音声映像リンクとあいさつ全文を書き起こした記事へのリンクあり。
わたしも法王選挙はニュースでたまに言及されるのを見て、新聞記事をざっと読むくらいで、どちらかと言うと冷めた態度でいたのですが、選ばれた教皇フランチェスコの温和な笑顔と言葉に、これはカトリック教会に、世界に新しい優しい風を吹き込んでくれそうだと、うれしくなりました。
だんなさん、アッシジ生まれなんですね! わたしも本当に、今の世が求めている、今のカトリック教会に必要な法王ではないかと思います。あまり詳しくはないのですが、いつかまたお会いしてお話できる日を楽しみにしています。
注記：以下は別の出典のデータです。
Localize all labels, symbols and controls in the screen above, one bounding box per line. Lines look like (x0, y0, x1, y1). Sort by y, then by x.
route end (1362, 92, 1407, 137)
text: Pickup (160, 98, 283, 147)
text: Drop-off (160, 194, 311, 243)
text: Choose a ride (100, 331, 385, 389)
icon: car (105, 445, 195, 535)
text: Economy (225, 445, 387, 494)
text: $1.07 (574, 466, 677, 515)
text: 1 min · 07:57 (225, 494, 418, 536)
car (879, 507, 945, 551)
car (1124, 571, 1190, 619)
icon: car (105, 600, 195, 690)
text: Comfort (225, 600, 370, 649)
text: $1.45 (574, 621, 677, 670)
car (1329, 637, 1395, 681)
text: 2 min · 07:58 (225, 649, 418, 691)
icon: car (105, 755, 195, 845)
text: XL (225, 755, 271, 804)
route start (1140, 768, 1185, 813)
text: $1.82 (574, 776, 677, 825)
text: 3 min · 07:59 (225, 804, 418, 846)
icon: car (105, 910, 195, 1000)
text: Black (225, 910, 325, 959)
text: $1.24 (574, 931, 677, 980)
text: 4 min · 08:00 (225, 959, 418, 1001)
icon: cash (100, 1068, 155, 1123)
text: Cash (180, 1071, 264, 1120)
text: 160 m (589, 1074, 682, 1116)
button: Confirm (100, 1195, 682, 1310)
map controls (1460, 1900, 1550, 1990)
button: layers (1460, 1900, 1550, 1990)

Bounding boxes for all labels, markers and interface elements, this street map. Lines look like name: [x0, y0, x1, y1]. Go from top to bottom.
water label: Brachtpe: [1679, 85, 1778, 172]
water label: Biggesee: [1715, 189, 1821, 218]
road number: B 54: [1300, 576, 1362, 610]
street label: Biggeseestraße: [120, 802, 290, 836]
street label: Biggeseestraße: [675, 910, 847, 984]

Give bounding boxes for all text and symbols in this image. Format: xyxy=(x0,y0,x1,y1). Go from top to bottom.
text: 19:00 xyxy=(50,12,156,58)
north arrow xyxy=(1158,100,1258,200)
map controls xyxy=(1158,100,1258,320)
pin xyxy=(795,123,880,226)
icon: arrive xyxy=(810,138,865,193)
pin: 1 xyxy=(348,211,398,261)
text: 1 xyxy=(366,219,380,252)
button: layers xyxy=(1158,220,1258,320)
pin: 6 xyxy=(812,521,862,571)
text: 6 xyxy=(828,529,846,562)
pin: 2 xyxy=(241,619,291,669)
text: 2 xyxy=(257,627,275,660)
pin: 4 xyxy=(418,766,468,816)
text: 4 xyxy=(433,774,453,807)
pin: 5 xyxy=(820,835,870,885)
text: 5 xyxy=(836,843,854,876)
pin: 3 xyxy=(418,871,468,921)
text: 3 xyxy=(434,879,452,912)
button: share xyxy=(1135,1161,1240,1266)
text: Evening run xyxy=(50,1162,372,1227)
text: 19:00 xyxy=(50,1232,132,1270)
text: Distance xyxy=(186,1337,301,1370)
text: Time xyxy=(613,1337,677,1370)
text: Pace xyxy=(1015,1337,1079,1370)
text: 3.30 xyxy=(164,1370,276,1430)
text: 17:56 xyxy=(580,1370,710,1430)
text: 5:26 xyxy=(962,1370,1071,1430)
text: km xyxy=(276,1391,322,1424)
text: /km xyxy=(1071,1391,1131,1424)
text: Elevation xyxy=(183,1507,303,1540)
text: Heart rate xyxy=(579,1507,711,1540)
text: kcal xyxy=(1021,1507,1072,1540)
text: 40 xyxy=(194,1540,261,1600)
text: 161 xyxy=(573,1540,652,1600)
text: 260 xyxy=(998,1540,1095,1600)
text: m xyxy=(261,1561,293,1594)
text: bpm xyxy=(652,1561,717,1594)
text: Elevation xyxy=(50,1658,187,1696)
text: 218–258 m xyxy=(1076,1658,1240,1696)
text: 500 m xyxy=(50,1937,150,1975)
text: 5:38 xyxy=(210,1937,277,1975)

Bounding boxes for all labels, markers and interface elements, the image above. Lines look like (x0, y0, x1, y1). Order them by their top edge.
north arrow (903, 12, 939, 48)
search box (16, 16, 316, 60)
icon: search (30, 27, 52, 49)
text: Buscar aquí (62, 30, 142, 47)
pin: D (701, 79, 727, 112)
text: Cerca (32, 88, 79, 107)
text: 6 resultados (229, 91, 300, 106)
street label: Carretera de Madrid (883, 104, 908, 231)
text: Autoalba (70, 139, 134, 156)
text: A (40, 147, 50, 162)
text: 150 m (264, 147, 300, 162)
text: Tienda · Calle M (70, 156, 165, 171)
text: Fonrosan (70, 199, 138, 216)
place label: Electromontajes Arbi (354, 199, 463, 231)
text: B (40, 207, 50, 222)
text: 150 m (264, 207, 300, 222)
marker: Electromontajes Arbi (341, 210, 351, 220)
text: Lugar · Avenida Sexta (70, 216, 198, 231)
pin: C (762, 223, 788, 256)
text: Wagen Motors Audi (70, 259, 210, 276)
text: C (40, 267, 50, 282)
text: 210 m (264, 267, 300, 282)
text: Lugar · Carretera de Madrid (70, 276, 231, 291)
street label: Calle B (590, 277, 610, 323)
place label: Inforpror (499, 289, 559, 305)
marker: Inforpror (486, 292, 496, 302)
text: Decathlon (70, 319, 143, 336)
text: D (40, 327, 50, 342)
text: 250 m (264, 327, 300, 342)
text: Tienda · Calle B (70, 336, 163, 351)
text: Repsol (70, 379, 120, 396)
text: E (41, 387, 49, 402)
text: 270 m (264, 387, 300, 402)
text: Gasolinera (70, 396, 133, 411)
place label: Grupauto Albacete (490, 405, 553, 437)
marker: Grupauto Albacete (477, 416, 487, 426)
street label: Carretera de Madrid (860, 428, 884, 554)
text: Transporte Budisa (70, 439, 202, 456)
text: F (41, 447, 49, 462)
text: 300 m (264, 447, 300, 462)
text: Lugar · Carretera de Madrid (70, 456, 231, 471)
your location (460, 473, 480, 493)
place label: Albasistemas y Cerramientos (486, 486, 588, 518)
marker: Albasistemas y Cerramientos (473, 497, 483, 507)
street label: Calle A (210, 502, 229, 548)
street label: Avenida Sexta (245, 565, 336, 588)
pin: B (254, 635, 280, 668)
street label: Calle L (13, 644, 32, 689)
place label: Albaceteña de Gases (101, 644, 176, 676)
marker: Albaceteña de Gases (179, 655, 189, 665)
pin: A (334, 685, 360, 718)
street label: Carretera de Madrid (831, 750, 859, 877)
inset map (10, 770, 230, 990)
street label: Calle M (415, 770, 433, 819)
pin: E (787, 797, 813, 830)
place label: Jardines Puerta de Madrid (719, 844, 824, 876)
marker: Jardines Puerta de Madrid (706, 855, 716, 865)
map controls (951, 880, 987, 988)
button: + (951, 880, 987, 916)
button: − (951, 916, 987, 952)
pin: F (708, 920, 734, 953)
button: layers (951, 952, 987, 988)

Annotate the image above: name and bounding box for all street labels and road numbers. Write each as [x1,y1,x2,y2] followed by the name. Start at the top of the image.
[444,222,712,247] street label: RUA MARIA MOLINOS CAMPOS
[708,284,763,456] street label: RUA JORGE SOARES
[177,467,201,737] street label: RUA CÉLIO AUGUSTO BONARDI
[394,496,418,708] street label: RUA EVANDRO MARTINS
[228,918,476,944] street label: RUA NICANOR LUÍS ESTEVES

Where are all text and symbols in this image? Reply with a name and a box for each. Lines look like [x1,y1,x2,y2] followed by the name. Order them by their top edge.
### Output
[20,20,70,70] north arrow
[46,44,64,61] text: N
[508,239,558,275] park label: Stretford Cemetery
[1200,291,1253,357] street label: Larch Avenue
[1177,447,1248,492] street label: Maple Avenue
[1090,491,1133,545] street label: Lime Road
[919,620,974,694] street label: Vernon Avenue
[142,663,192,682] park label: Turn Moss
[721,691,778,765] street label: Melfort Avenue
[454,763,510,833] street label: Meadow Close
温和で、敬愛できる方のようで、これからの活躍に期待しています。
新法王様の演説もこちらで流れましたが、異国のものでも心のある演説だと思いました。私にも分かる言い回しで聞き取れたのが嬉しかったです。こちらにも漏れ聞こえてくる教会の古い体質と醜聞が、少しづつでも、改められ変わっていけばいいですね。私もなおこさんと同じで、フランチェスコ一世を名乗られたこと、とても親しみがわいて嬉しくもあります。一昨年訪ねたアッシジの風景が蘇りましたよ。あの聖人が求めた慎ましくて、人々のそばに寄り添うような本来の教会の姿になればいいですね。
夫の海外ニュースを見てて感激しながら見ていました。
立派な方なんだなって思いました、これだけの人の歓迎を受けられて
尊敬されるって素晴らしいですね。
いつもありがとうございます。
生活に苦しむ信者に、遠くの貧しい人々への寄付を請いながら、贅沢で費用のかさむバチカンの式典や教皇の移動には常々疑問を感じていたのですが、新しいローマ法王は、さっそくそういう浪費をなくそうと、護衛は半分にし、豪華なものはいらぬと拒否し、ホテルの宿泊費を自分で払ったそうです。昨夜はテレビニュースで「フランチェスコ、行って教会を建て直しなさい」と、かつて聖人が神に呼びかけられたことに言及していましたが、800年前に、キリストの教え、原点を忘れて、富の蓄積や浪費に走っていた教会で、これではいけないと自ら動いた聖人の教えが、当時も教皇から認められはしたのですが、ようやくカトリック教会自体の建て直しに生きるようで、期待しています。庶民が日々の暮らしに苦しむ中、高額な給料の上に、運転者つきの公用車、豪華なメニューなのに格安のレストラン、映画代など多くのものが無料という特典を貪っているイタリアの国会議員に、爪の垢を煎じて飲んでもらいたいものです。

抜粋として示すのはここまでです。